A question I'm working on asks me to prove or disprove the following statement if $A$ is $m \times n$ matrix such that {$\vec{v_1},...,\vec{v_k}$} is a basis for $Null(A)$ and if the basis is extended such that {${\vec{v_1},...,\vec{v_k},\vec{v_{k+1}},...,\vec{v_n}}$} forms a basis for $\Bbb{R}^n$ then {$\vec{v_{k+1}},...,\vec{v_n}$} is a basis for $Row(A)$
this is my attempt at a proof which im not sure is correct so dim$Null(A)=k \leq n$ then Rank(A)=$n-k$ = dim Row(A) thus since {$\vec{v_{k+1}},...,\vec{v_n}$} is a set of $n-k$ linearly independent vectors it must span $Row(A)$ and thus is a basis.

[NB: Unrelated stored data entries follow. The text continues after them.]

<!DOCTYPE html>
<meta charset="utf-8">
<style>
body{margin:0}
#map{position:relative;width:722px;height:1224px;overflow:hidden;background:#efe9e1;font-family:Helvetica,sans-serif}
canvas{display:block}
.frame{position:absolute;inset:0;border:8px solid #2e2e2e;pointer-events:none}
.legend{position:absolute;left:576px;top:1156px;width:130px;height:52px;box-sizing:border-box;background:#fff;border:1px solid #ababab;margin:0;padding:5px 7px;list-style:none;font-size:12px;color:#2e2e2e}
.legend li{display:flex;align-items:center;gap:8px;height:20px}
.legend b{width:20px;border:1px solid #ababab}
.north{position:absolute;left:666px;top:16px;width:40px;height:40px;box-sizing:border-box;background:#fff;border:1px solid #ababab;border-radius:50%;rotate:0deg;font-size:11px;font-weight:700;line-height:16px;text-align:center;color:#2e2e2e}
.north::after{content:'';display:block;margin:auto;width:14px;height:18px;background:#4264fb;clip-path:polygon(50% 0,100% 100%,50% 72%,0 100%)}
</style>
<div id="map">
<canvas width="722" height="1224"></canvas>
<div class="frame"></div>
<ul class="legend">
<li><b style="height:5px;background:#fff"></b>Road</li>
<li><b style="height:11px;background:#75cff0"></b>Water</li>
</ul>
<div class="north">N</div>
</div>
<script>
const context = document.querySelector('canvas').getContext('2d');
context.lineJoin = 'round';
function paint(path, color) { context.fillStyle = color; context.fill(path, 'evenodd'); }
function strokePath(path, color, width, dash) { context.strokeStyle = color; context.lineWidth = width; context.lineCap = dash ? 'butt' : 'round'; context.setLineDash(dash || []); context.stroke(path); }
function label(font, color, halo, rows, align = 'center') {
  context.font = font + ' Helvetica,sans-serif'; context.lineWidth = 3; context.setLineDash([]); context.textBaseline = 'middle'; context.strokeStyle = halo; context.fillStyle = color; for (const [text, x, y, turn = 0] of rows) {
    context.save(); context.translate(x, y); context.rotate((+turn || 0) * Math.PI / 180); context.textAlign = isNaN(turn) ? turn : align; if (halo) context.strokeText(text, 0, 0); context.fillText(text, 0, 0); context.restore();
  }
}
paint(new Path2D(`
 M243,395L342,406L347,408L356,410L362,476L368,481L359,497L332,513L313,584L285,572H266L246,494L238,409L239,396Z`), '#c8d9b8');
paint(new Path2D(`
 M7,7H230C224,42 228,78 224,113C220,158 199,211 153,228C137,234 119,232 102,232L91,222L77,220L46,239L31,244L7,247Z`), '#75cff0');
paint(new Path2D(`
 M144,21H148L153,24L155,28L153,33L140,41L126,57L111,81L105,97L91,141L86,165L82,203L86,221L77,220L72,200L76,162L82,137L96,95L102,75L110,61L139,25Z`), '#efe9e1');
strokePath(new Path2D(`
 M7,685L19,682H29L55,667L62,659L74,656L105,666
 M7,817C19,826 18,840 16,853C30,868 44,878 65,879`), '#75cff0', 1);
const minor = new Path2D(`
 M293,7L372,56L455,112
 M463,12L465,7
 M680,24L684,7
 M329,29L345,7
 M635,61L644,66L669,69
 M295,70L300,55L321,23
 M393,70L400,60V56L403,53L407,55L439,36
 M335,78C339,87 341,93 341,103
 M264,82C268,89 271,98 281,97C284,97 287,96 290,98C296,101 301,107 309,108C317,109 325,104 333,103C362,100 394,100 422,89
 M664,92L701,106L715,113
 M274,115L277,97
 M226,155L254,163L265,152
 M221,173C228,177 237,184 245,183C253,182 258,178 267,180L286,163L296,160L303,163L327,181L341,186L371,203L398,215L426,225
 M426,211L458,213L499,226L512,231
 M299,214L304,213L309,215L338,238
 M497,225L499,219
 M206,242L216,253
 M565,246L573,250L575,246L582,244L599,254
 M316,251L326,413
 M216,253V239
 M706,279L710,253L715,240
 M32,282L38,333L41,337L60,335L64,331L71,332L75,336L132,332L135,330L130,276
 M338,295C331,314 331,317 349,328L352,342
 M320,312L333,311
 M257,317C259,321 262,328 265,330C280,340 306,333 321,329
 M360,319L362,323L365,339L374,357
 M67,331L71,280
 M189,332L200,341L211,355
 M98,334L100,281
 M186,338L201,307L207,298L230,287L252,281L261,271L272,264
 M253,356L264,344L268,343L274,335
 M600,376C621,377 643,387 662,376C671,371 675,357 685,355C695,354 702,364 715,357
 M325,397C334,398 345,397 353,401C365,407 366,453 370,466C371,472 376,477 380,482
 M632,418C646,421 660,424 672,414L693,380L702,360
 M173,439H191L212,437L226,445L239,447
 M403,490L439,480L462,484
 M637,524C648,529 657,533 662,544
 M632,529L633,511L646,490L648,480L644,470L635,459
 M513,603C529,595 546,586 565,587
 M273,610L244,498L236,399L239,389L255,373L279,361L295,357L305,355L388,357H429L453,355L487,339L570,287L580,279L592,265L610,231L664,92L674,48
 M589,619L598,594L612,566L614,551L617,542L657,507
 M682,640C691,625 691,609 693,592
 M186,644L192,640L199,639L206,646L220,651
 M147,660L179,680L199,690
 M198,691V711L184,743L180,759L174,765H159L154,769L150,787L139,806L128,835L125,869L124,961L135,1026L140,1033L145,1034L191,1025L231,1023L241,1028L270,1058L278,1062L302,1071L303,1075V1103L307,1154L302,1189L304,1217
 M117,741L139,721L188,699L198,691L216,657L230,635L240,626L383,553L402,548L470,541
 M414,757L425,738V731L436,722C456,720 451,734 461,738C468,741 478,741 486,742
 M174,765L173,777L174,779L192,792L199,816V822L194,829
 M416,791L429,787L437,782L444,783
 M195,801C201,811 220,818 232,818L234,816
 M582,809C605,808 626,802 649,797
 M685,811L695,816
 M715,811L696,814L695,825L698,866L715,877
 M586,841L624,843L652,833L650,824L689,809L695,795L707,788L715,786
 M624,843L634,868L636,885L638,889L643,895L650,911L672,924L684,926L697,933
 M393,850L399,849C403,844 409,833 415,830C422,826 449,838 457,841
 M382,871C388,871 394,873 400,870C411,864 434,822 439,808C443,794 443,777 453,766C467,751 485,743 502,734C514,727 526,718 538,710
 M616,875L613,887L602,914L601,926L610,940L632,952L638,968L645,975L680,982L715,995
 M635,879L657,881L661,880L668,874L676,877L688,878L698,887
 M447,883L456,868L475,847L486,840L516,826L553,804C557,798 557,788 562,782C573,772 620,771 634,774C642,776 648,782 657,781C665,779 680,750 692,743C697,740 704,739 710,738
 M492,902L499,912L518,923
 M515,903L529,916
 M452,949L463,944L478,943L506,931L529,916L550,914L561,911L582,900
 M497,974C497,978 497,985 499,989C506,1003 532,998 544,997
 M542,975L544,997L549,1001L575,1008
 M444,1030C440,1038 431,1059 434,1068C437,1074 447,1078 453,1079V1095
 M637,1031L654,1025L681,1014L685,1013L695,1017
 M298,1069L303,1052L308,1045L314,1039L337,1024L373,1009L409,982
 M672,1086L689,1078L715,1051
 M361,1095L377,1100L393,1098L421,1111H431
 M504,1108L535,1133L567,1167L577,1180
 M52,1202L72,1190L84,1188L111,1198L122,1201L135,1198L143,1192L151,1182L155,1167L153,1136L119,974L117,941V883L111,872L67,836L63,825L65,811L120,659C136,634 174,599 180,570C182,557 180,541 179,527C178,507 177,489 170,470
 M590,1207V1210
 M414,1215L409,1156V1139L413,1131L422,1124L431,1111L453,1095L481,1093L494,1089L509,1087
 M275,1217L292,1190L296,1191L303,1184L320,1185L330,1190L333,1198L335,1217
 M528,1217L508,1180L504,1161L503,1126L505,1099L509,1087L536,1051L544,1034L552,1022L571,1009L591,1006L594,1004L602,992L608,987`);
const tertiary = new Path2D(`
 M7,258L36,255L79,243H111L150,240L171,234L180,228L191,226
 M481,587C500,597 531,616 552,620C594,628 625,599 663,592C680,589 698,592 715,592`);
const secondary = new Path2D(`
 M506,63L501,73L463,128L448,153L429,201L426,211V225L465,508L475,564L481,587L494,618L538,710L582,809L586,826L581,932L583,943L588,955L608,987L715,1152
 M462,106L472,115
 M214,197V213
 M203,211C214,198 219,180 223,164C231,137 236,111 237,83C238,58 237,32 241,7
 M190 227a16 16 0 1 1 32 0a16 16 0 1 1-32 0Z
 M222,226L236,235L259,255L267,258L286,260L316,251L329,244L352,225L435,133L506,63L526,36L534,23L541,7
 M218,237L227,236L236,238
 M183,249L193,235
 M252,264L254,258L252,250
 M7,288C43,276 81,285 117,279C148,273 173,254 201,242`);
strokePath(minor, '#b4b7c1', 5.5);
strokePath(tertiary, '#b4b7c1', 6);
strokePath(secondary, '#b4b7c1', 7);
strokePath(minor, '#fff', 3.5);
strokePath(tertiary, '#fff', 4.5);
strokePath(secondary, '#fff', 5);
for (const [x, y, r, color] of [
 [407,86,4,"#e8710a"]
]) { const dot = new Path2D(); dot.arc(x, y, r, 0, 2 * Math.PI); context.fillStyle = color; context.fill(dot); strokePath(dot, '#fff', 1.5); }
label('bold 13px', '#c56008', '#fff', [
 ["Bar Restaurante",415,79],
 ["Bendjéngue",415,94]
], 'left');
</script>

Would this proof be valid or am I missing something?
A counterexample: Let $A=\operatorname{diag}(1,0)$. Its null space is obviously spanned by $(0,1)^T$. I can extend this to a basis of $\mathbb R^2$ with $(1,1)^T$, but this vector clearly doesn’t lie in $A$’s row space.
You’ve only shown that the vectors used to extend the null space basis form a basis for some subspace of $\mathbb R^n$ with the correct dimension, but not that they span the correct subspace: they must span the orthogonal complement of $A$’s null space, a.k.a. the column space of $A^T$.